Return, word for word, only the lines of the data below that lie between the line with "const sky = ctx.createLinearGradient(0, 0, 0, 343);" and the line with "const dot = new Path2D();", those two lines included.

#### Material for this exercise
——————

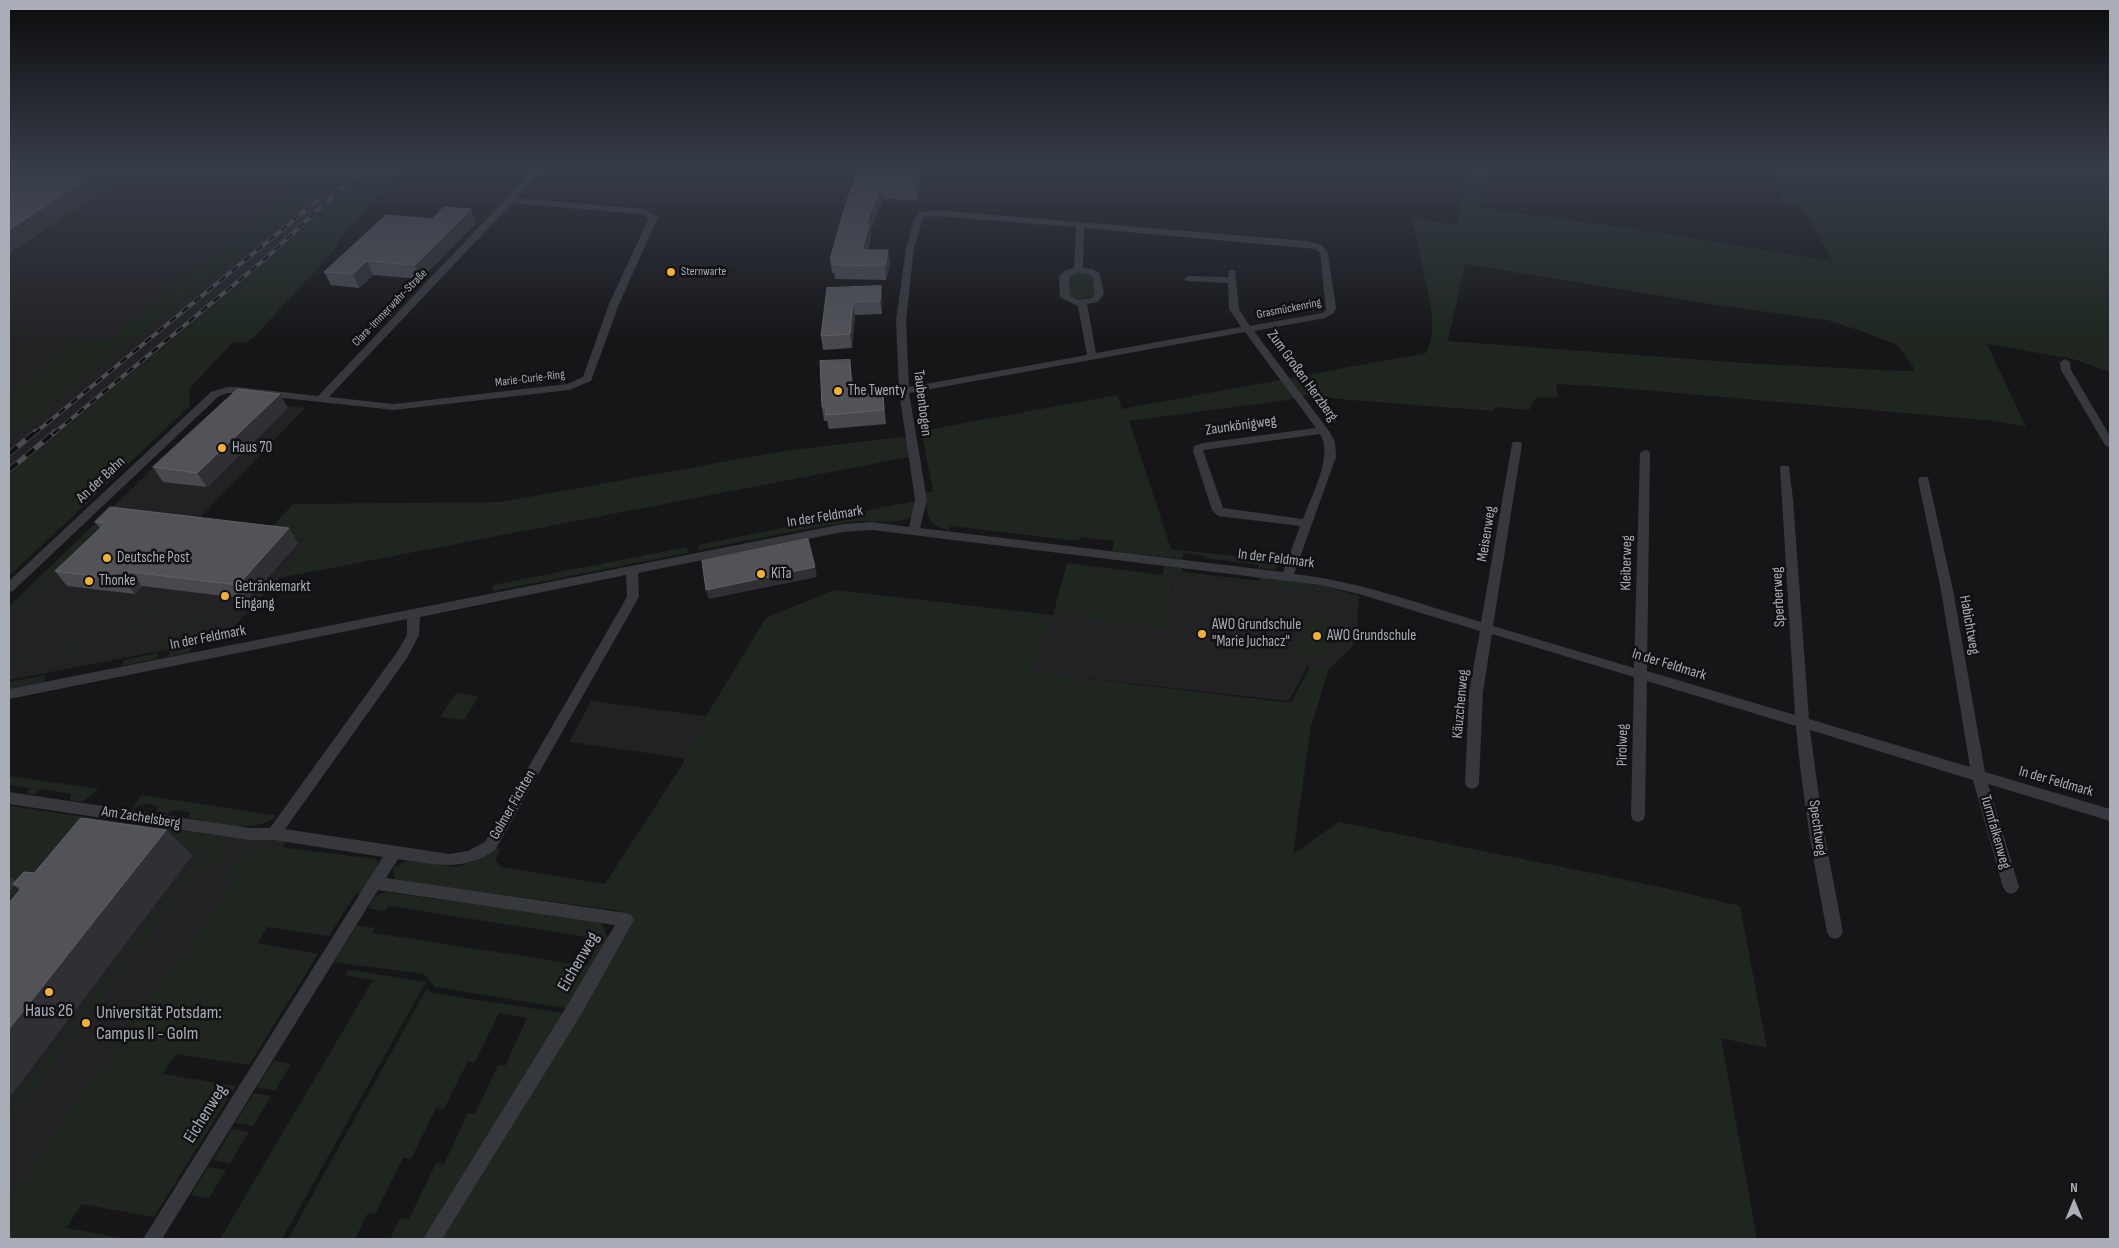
<!DOCTYPE html>
<html>
<head>
<meta charset="utf-8">
<style>
	body { margin:0 }
	#map { position:relative; width:2119px; height:1248px; overflow:hidden; background:#161618; font-family:"Sofia Sans Condensed",sans-serif }
	canvas { display:block }
	.frame { position:absolute; inset:0; border:10px solid #a8adb8; pointer-events:none }
	.north { position:absolute; left:2049px; top:1178px; width:50px; height:50px; -webkit-text-stroke:4px #111113; paint-order:stroke; rotate:0deg; font-size:14px; font-weight:700; line-height:20px; text-align:center; color:#a8adb8 }
	.north::after { content:''; display:block; margin:auto; width:18px; height:22px; background:#a8adb8; clip-path:polygon(50% 0,100% 100%,50% 72%,0 100%) }
</style>
</head>
<body>
<div id="map">
<canvas width="2119" height="1248"></canvas>
<div class="frame"></div>
<div class="north">N</div>
</div>
<script>
const ctx = document.querySelector('canvas').getContext('2d');
ctx.lineJoin = 'round';
function paint(path, color) {
  ctx.fillStyle = color;
  ctx.fill(path, 'evenodd');
}
function stroke(path, color, width, dash) {
  ctx.strokeStyle = color;
  ctx.lineWidth = width;
  ctx.lineCap = dash ? 'butt' : 'round';
  ctx.setLineDash(dash || []);
  ctx.stroke(path);
}
function write(font, color, halo, rows, align = 'center') {
  ctx.font = font + ' "Sofia Sans Condensed",sans-serif';
  ctx.lineWidth = 5;
  ctx.setLineDash([]);
  ctx.textBaseline = 'middle';
  ctx.strokeStyle = halo;
  ctx.fillStyle = color;
  for (const [text, x, y, turn = 0] of rows) {
    ctx.save();
    ctx.translate(x, y);
    ctx.rotate((+turn || 0) * Math.PI / 180);
    ctx.textAlign = isNaN(turn) ? turn : align;
    if (halo) ctx.strokeText(text, 0, 0);
    ctx.fillText(text, 0, 0);
    ctx.restore();
  }
}
const built = new Path2D(`
	M9,168h315l-315,255z
	M350,168h19l-110,101 -250,205v-34l307,-248 15,-7z
	M225,399l80,9 -114,119 120,13 -32,38 -57,61 -213,41v-63l41,-40 53,-61z
	M1172,573l176,22 11,5 -2,14 1,23 -6,10 -23,22 -22,-2 -18,34 -259,-29 23,-57 117,14z
	M591,701l115,15 -11,24 -12,18 -114,-16z
	M9,814l97,15 86,-4 98,11 -271,403h-10z`);
const green = new Path2D(`
	M324,168h26l-19,17 -15,7 -307,248v-46l67,-53 -67,-7v-2l99,9z
	M369,168h35l-63,69 -7,13 -80,87 -8,6 -13,-1 -44,47 1,17 -181,170v-102l250,-205z
	M1469,168h24l-8,9 -7,31 165,22 189,31 -30,-55 -19,-2 -12,-36h339v204l-37,-13 -86,-15 39,83 -31,-6 -386,-34 -53,-3 2,13 -22,1 -7,12 -35,-3v4l-144,-11 -45,-5 -17,5 -159,21 42,128 107,12 -3,9 -16,-2v-3l-54,-7v-2l-21,-3 -2,6 -70,-8 2,-10 -34,-4 -1,4 -128,-15 -2,4c-25,-5 -21,-16 -23,-37l7,-2 -12,-60 196,-36 5,14 304,-56 6,-18v-23l-20,-94 44,7zM1465,264l258,42 104,14 34,11 36,14 17,23 -1,3h-14l-155,-8 -296,-22z
	M91,198l4,1 -86,58v-4z
	M1074,273h11l8,3 2,19 -13,5 -13,-4 -2,-16 3,-6z
	M901,437l11,4 2,15 -635,122 31,-38 -46,-5 29,-31 208,-2 283,-51z
	M919,500l-5,15c-20,12 -41,4 -63,7 -51,7 -102,19 -152,28l-1,-5z
	M103,516l16,2 -62,59h-7l-41,40v-11z
	M687,547l1,6 -195,38v-6z
	M1067,563l96,12 1,-9 18,2v4l77,9 1,-4 60,8 39,11v4l-11,-5 -176,-22 -2,57 -117,-15 -22,57 260,31 19,-36 19,2 -18,57 -18,128 46,-32 322,65 79,19 27,142 -46,-10 36,201h-1329l110,-185 -115,185h-33l10,-21 9,1 27,-56 8,1 24,-51 7,1 23,-49 7,1 22,-48 -28,-5 -24,49 -7,-1 -24,48 -8,-1 -25,51 -8,-1 -28,56 -7,-1 -13,26h-67l139,-251 4,5 132,20 3,-5 -131,-21 -11,-13 -90,-12 23,-37 18,3 -2,5 214,33 13,-27 -211,-33 -4,5 -17,-3 8,-12 9,-4 217,30 6,17 18,-18 -5,-10 -226,-31 -2,-12 15,-8 45,7 10,-2 21,-9 11,-8 5,1 -5,11 6,7 104,17 79,-122 -1,-4 12,-18 11,-24 60,-98 68,-28 219,25z
	M64,597l24,3 -2,2 -10,-1 -56,56 10,2 -2,1 -19,4v-5l3,1 60,-59 -10,-1z
	M102,603l25,2 -2,3 -11,-1 -39,40 10,1 -2,2 -31,5 3,-5 10,1 44,-44 -9,-2z
	M142,608l24,2 -3,2 -9,-1 -24,25 9,1 -1,1 -32,6 4,-6 11,1 27,-28 -8,-1z
	M182,612l16,2 -30,33 -43,8 1,-2 23,-5 3,-4 11,1 27,-29 -10,-1z
	M1312,613l26,8 -17,40 -26,-8z
	M203,615l18,2 -2,3 -10,-1 -24,25 -12,2 10,-10h5l16,-18h-4z
	M194,646l-6,7 -67,13 3,-6 34,-7 -1,6 11,-3 2,-5z
	M46,675l-3,7 -34,7v-7z
	M456,693l23,3 -15,24 -24,-3z
	M9,776l90,13 -17,13 -12,-2v-6l-29,-5 -8,6 -6,-1 2,-6 -17,-3 -3,2z
	M141,795l133,20 1,2c-23,18 -59,5 -86,1v-6l-15,-2 -6,4 -12,-2 3,-6 -14,-2 -13,5z
	M9,806l214,31 6,5 -1,7 -18,24 -13,-2 -188,252v-16l194,-254 -29,-5 -165,98z
	M264,845l112,14 3,7 -17,28 -6,-1 -27,43 -61,-9 -11,16 61,11 -69,111 -73,-11 -13,20 73,12 -82,131 -72,-13 -16,24 61,11h-118v-42l228,-319 -11,-2 20,-24z
	M349,970l77,12 -144,257h-62l153,-259 -28,-5z
	M274,1061l17,3 -16,27 -18,-4z
	M254,1093l17,3 -18,30 -18,-3z
	M232,1129l17,3 -19,31 -17,-3z
	M208,1167l18,3 -17,28 -18,-3z`);
const minor = new Path2D(`
	M535,168h9l-28,30 128,11 14,8 -39,87 -28,77 -22,9 -175,20 -157,-17h-9l-9,3 -206,195 -4,1v-11l202,-189 16,-5h10l81,9zM512,203l130,11 7,4 -40,86 -26,73 -16,7 -173,20 -65,-7z
	M934,210l373,31 15,4 6,8 8,55 -2,5 -9,5 -71,13 75,100 6,11 1,15 -42,117c64,7 126,30 187,48l31,-178 1,-2h8l1,2 -29,182 141,42 6,-215 5,-3 4,1 1,2 -3,218 148,44 -15,-247 1,-2h8l4,34 16,219 161,48 -29,-177 -23,-110 2,-3h8l25,113 32,182 125,37v12l-122,-37 31,103 -3,5 -5,2 -5,-2 -3,-5 -30,-107 -163,-50 13,97 20,105 -3,5 -5,2 -5,-2 -3,-5c-13,-68 -25,-137 -31,-206l-149,-45 -2,135 -2,4 -5,2 -5,-2 -2,-4 3,-139 -142,-43 -9,58 -4,91 -2,4 -5,2 -5,-2 -2,-4 4,-91 11,-61 -121,-37 -39,-9 -448,-55 -29,2 -205,41 1,23 -4,8 -140,246c-34,23 -60,14 -97,9l-12,19 240,35 5,2 3,5 -55,98 -137,221h-19l144,-233 48,-81 -237,-35 -216,349h-19l240,-382 -109,-17h-24l-241,-36v-12l241,36h20l127,-176 10,-17v-16l-398,80v-10l834,-165 29,-2 37,5 6,-27 -16,-109 -3,-70 10,-73 8,-28 5,-7zM934,216l142,11 -2,41 -8,2 -7,6 1,21 18,9 9,49 -178,32 -3,-66 8,-73 8,-28 3,-3zM1084,228l232,21 4,4 6,57 -4,3 -72,13 -11,-17 -4,-39h-6l-1,7 -39,-1 -5,3 2,2 42,2 1,26 12,18 -145,26 -9,-49 11,-2 6,-8 -4,-20 -7,-5 -10,-1zM1078,273l10,1 5,3 1,17 -2,4 -13,2 -9,-4 -1,-19zM1245,332l71,96 -113,15 -9,3 -1,5 19,59 6,6 82,10 -17,46 -363,-44 7,-28 -18,-107zM1320,434c14,22 -9,62 -17,85l-80,-11 -20,-58zM626,575l1,21 -4,8 -138,238 -17,9 -19,3 -164,-25 122,-171 12,-23 1,-18z
	M2065,359l5,3 1,8 39,66v12l-5,-3 -44,-75 -1,-8z`);
const railFar1 = new Path2D(`
	M34,434l289,-238
	M53,434l212,-175 98,-91`);
const rail = new Path2D(`
	M9,454l26,-22
	M9,470l46,-38`);
const wall = new Path2D(`
	M9,168h121l2,3 -123,82z
	M859,172l62,16 -4,12 -34,-1 -13,31 1,7 -3,13h20l2,14 -4,16 -51,-1 -1,-6h-2l-2,-14z
	M476,223l-55,56 -48,-4 -14,13 -28,-3 -7,-13z
	M827,288l55,12v14l-27,1 -3,33 -29,2 -2,-14z
	M852,374l1,21 30,-3 3,32 -57,5 -2,-8h-3l-2,-14z
	M288,408l-81,79 -44,-5 -10,-15z
	M95,522l203,21 -50,56 -106,-13 -7,8 -68,-8 -12,-15 45,-43z
	M166,830l26,26 -172,34 -6,-5 -5,7v-16l7,6 18,-9z`);
const shadedWall = new Path2D(`
	M103,168h27l2,3 -123,82v-23z
	M920,175l1,13 -4,12 -2,-13z
	M881,186l2,13 -13,31 1,7 -7,27 -2,-14 4,-26z
	M471,209l5,14 -55,56 -6,-14z
	M888,250l2,14 -4,16 -1,-14z
	M367,261l6,14 -14,13 -6,-14z
	M881,286l1,14v14l-2,-13z
	M853,302l2,13 -3,33 -2,-14z
	M850,360l2,14 2,35 -2,-14z
	M280,394l8,14 -81,79 -10,-14z
	M289,528l9,15 -50,56 -10,-14z
	M815,567l2,10 -108,22 -3,-9z
	M131,572l11,14 -7,8 -12,-14z
	M166,830l26,26 -183,242v-69z
	M9,876l8,7 -4,1 1,1 -5,7z`);
const building = new Path2D(`
	M9,168h94l-94,62v-14l10,-7 -10,-1z
	M859,172l61,3 -5,12 -34,-1 -15,38h3l-7,26h26l-3,16 -52,-1 2,-6h-5l17,-59z
	M444,207l27,2 -56,56 -48,-4 -14,13 -29,-2 62,-57 46,4z
	M881,286l-1,15 -27,1 -3,32 -29,2 6,-48z
	M850,360l2,35 31,-3 1,18 -58,5v-8h-4l-2,-46z
	M238,389l42,5 -83,79 -44,-6z
	M110,507l179,21 -51,57 -107,-13 -8,8 -68,-9 51,-48 -11,-1z
	M808,539l7,28 -109,23 -4,-29z
	M81,818l85,12 -157,199v-126l14,-17 -10,-2 11,-12 10,1z`);
const markers = [
	[671,272,5,"#f2b134"],
	[838,391,5,"#f2b134"],
	[222,448,5,"#f2b134"],
	[107,558,5,"#f2b134"],
	[761,574,5,"#f2b134"],
	[89,581,5,"#f2b134"],
	[225,596,5,"#f2b134"],
	[1202,634,5,"#f2b134"],
	[1317,636,5,"#f2b134"],
	[49,992,5,"#f2b134"],
	[86,1023,5,"#f2b134"]
];
const farPoinames = [
	["Sternwarte",681,272]
];
const farStreetnames = [
	["Clara-Immerwahr-Straße",390,308,-46],
	["Grasmückenring",1289,309,-11],
	["Marie-Curie-Ring",530,379,-7]
];
const streetNames = [
	["Zum Großen Herzberg",1302,376,54],
	["Taubenbogen",922,403,83],
	["Zaunkönigweg",1241,426,-8],
	["An der Bahn",101,480,-43],
	["In der Feldmark",825,517,-9],
	["Meisenweg",1487,534,-81],
	["In der Feldmark",1276,559,7],
	["Kleiberweg",1627,563,-89],
	["Sperberweg",1779,597,-93],
	["Habichtweg",1969,625,80],
	["In der Feldmark",208,638,-11],
	["In der Feldmark",1669,665,17],
	["Käuzchenweg",1461,704,-85],
	["Pirolweg",1623,745,-89],
	["In der Feldmark",2056,782,16],
	["Golmer Fichten",513,805,-60],
	["Am Zachelsberg",141,818,9],
	["Spechtweg",1817,828,82],
	["Turmfalkenweg",1995,832,74]
];
const poiNames = [
	["The Twenty",848,391],
	["Haus 70",232,448],
	["Deutsche Post",117,558],
	["KiTa",771,574],
	["Thonke",99,581],
	["Getränkemarkt",235,587],
	["Eingang",235,604],
	["AWO Grundschule",1212,625],
	["\"Marie Juchacz\"",1212,642],
	["AWO Grundschule",1327,636]
];
const nearStreetnames = [
	["Eichenweg",579,962,-60],
	["Eichenweg",206,1114,-58]
];
const nearPoinames = [
	["Haus 26",49,1011],
	["Universität Potsdam:",96,1013,"left"],
	["Campus II - Golm",96,1034,"left"]
];
paint(built, '#222225');
paint(green, '#1e261f');
paint(minor, '#37383d');
stroke(railFar1, '#4a4c52', 4);
stroke(rail, '#4a4c52', 5.5);
stroke(railFar1, '#111113', 2.5, [8]);
stroke(rail, '#111113', 4, [11]);
paint(wall, '#47494d');
paint(shadedWall, '#2f3033');
paint(building, '#525359');
stroke(building, '#5f6168', 1);
const sky = ctx.createLinearGradient(0, 0, 0, 343);
sky.addColorStop(0, '#0c0c0d');
sky.addColorStop(0.49, '#363c48');
sky.addColorStop(1, '#363c4800');
ctx.fillStyle = sky;
ctx.fillRect(0, 0, 2119, 343);
for (const [x, y, r, color] of markers) {
  const dot = new Path2D();
  dot.arc(x, y, r, 0, 2 * Math.PI);
  ctx.fillStyle = color;
  ctx.fill(dot);
  stroke(dot, '#111113', 2);
}
write('12px', '#a8adb8', '#111113', farPoinames, 'left');
write('12px', '#a8adb8', '#111113', farStreetnames);
write('15px', '#a8adb8', '#111113', streetNames);
write('15px', '#a8adb8', '#111113', poiNames, 'left');
write('18px', '#a8adb8', '#111113', nearStreetnames);
write('18px', '#a8adb8', '#111113', nearPoinames);
</script>
</body>
</html>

——————

#### Exercise output
const sky = ctx.createLinearGradient(0, 0, 0, 343);
sky.addColorStop(0, '#0c0c0d');
sky.addColorStop(0.49, '#363c48');
sky.addColorStop(1, '#363c4800');
ctx.fillStyle = sky;
ctx.fillRect(0, 0, 2119, 343);
for (const [x, y, r, color] of markers) {
  const dot = new Path2D();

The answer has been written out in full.